Collected data
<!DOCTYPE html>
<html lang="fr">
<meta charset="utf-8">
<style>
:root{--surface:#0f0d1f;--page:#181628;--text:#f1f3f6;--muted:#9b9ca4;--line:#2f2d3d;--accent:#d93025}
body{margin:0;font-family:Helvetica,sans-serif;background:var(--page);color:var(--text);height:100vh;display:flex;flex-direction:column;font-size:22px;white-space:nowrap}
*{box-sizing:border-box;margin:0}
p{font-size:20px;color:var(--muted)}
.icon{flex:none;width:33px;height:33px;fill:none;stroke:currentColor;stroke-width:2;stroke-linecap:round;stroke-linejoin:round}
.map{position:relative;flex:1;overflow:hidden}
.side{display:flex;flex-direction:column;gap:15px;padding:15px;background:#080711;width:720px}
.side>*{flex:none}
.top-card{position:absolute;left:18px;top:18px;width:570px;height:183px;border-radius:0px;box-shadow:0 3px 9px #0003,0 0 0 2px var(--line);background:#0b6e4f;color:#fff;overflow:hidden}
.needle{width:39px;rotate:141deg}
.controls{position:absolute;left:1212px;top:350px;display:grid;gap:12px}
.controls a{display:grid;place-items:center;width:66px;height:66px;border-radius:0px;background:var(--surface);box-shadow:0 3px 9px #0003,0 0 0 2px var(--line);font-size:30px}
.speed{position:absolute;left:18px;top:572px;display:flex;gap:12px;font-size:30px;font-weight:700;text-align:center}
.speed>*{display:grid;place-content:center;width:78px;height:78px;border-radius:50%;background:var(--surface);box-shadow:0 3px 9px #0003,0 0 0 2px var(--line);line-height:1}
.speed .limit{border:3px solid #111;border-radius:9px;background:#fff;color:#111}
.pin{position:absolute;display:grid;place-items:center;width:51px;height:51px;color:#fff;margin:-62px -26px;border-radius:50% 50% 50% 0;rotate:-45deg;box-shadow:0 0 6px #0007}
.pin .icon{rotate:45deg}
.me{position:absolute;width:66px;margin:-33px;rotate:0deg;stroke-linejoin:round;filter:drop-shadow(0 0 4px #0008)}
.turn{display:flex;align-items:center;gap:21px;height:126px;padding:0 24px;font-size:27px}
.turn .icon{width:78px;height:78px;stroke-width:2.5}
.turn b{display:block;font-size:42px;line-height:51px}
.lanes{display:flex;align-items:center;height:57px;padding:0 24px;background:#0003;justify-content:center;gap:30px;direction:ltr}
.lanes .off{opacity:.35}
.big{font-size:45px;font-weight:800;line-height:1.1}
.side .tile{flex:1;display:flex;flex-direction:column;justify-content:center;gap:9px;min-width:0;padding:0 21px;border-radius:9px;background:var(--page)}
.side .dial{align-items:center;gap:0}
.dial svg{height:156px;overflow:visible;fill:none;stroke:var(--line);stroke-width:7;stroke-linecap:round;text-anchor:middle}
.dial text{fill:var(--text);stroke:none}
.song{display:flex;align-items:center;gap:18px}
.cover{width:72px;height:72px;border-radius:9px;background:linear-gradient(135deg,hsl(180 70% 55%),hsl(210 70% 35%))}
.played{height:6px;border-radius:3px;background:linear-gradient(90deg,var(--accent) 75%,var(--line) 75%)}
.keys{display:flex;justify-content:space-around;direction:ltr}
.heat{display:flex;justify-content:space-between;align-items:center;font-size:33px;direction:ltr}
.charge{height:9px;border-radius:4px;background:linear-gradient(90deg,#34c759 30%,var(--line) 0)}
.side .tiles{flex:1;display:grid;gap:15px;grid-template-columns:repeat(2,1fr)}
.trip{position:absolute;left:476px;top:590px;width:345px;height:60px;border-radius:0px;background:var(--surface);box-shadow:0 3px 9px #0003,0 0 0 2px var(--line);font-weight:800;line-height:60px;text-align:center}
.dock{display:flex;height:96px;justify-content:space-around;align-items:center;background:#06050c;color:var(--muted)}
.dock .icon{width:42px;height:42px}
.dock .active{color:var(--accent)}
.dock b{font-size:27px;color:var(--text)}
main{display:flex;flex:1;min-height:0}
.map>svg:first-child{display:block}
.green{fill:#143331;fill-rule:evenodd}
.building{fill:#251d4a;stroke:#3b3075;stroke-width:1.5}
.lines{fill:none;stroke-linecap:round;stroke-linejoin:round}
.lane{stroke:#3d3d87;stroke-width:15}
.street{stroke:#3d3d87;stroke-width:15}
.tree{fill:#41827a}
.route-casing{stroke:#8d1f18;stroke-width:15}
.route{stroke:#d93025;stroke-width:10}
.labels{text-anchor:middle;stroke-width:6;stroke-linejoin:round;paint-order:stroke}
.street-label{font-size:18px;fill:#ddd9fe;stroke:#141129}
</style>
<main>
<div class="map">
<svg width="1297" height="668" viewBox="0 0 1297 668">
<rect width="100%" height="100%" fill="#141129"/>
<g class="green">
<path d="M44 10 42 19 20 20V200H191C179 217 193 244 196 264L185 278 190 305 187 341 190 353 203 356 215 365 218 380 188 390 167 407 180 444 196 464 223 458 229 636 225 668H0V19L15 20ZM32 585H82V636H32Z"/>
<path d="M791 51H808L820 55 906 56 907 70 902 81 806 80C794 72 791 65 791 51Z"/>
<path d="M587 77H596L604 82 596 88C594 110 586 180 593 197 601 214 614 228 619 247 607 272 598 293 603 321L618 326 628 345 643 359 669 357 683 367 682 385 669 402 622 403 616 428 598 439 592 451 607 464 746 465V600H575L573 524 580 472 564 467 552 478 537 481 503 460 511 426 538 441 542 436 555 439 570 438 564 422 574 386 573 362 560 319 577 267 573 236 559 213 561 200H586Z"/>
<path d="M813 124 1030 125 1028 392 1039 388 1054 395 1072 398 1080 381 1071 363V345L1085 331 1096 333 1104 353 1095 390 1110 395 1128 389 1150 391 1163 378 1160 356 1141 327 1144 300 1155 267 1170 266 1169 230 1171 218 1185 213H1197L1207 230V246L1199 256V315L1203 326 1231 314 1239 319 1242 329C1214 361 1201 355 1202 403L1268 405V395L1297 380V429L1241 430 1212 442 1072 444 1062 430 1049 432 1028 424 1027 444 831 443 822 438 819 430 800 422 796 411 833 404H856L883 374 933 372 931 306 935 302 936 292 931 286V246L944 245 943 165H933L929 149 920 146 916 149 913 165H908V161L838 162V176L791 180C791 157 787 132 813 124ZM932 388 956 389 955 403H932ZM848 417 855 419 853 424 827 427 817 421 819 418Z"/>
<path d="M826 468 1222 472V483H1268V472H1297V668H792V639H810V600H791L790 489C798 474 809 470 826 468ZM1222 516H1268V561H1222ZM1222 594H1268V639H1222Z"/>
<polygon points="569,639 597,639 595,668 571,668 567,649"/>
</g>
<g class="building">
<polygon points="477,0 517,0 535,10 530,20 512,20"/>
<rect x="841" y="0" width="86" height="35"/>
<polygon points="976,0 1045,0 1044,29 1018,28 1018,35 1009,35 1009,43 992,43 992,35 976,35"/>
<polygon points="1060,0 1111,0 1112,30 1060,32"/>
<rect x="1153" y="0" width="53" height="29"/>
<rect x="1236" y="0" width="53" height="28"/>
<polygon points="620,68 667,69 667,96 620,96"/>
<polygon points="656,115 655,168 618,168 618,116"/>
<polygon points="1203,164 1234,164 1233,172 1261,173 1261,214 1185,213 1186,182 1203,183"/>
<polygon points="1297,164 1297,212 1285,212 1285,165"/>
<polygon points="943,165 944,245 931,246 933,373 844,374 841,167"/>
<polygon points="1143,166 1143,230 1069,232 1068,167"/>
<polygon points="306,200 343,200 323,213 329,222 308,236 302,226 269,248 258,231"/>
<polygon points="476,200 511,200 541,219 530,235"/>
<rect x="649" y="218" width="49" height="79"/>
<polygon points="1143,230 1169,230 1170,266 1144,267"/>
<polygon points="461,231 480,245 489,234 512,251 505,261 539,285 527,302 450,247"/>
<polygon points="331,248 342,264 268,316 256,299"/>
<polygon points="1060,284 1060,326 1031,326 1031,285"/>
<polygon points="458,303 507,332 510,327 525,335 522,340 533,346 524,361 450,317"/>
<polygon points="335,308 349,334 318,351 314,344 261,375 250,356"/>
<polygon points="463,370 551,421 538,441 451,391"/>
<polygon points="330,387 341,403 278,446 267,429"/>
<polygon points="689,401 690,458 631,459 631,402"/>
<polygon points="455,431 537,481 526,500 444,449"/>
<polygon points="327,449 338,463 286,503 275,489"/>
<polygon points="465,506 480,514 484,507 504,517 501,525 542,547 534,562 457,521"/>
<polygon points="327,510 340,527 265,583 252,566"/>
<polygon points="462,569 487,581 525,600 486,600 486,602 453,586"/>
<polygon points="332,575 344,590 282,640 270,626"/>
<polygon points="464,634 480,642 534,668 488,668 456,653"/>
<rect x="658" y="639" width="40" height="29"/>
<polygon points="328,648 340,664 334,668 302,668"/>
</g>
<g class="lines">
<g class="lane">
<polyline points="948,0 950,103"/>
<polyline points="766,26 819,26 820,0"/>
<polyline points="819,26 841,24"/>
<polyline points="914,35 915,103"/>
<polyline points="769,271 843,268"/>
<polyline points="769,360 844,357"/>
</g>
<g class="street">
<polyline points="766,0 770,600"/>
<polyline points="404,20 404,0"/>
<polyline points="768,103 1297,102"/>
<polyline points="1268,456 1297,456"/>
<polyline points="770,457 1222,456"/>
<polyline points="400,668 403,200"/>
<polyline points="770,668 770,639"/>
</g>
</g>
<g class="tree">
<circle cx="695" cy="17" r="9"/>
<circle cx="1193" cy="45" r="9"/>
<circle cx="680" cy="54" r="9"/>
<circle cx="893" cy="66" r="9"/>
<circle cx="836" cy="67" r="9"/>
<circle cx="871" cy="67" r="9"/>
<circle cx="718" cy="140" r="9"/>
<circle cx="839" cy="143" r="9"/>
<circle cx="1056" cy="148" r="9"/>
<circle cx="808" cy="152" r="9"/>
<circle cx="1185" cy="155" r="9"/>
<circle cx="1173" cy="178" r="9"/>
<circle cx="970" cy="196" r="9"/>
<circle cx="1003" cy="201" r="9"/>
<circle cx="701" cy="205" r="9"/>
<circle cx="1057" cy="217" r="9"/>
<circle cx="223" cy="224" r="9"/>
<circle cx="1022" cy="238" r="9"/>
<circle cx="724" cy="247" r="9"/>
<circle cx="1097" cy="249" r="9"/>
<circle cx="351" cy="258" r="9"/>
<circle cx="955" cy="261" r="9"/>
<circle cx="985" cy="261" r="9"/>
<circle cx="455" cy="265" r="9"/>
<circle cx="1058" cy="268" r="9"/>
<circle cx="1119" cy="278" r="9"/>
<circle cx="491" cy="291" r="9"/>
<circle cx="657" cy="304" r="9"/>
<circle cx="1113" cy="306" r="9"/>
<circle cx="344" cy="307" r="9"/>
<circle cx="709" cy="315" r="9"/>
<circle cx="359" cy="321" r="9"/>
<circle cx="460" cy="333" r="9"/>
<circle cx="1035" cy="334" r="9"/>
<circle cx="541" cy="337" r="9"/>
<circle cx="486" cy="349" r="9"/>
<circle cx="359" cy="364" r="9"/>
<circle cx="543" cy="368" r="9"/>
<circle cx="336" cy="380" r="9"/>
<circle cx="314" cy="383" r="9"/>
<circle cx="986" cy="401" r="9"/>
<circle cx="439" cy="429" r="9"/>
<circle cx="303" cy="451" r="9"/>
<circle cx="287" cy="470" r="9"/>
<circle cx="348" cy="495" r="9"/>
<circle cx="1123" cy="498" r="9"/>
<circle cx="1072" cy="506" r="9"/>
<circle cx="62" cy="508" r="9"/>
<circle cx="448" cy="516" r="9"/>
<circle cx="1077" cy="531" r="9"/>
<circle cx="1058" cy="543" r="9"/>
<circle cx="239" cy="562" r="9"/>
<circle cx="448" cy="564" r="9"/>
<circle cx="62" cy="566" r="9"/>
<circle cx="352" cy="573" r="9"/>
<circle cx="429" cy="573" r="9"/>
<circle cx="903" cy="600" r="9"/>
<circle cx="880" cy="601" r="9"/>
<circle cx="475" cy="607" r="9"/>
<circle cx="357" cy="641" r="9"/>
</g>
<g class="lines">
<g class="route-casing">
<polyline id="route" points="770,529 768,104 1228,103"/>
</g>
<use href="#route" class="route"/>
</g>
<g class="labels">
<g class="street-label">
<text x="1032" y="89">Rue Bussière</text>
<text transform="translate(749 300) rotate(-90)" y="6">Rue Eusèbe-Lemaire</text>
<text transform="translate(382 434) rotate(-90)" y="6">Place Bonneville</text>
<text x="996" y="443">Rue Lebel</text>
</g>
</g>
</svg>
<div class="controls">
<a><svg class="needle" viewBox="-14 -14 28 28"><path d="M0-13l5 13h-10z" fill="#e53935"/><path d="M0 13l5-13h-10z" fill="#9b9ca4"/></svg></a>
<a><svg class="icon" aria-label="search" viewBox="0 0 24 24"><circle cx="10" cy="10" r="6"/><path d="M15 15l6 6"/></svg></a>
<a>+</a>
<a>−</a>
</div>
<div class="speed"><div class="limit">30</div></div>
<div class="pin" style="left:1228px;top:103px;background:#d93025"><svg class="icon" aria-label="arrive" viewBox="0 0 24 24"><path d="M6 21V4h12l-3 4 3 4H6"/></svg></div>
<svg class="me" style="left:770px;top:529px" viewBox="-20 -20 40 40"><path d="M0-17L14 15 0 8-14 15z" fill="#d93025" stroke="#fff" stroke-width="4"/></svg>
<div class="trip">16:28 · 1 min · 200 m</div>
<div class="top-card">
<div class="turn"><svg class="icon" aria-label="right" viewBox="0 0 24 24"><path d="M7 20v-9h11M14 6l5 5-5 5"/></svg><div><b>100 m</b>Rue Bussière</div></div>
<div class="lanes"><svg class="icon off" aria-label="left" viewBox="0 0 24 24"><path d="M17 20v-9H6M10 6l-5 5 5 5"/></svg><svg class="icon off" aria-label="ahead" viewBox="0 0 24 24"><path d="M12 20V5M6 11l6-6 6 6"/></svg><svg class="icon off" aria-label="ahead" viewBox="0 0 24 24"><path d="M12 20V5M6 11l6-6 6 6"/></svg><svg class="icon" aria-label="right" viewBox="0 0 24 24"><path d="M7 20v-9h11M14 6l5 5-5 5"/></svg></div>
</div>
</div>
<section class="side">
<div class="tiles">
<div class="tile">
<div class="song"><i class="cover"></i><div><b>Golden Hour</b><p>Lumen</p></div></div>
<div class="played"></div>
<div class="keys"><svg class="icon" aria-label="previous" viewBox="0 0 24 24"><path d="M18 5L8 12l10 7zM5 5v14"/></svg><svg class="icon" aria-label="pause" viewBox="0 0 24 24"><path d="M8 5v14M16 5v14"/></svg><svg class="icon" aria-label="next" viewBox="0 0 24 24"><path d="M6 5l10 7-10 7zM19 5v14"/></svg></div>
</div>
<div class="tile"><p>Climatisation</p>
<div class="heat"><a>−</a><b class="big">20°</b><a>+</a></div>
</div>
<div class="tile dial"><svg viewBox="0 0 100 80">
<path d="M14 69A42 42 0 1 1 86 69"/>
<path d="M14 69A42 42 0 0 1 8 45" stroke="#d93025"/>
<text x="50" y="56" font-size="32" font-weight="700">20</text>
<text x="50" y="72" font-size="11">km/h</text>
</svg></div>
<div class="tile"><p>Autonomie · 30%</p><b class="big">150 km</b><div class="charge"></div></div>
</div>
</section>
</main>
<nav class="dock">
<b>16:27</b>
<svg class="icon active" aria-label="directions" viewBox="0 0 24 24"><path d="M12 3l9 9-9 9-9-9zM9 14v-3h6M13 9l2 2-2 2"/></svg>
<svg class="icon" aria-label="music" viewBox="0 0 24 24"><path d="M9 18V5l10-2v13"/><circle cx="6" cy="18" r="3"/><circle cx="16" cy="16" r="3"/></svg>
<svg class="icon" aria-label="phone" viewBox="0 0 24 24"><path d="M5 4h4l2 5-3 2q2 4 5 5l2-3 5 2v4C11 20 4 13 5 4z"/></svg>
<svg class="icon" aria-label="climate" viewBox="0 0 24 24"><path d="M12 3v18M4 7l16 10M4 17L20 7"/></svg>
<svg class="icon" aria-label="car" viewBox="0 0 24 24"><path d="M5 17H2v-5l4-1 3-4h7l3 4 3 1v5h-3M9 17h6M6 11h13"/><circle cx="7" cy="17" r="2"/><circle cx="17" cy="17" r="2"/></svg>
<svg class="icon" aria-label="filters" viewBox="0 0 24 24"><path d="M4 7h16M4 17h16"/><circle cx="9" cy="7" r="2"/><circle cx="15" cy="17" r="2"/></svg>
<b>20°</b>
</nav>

▸ WORK REQUEST
From the entries, report each line that includes the word "transform".

▸ EXPECTED ANSWER
<text transform="translate(749 300) rotate(-90)" y="6">Rue Eusèbe-Lemaire</text>
<text transform="translate(382 434) rotate(-90)" y="6">Place Bonneville</text>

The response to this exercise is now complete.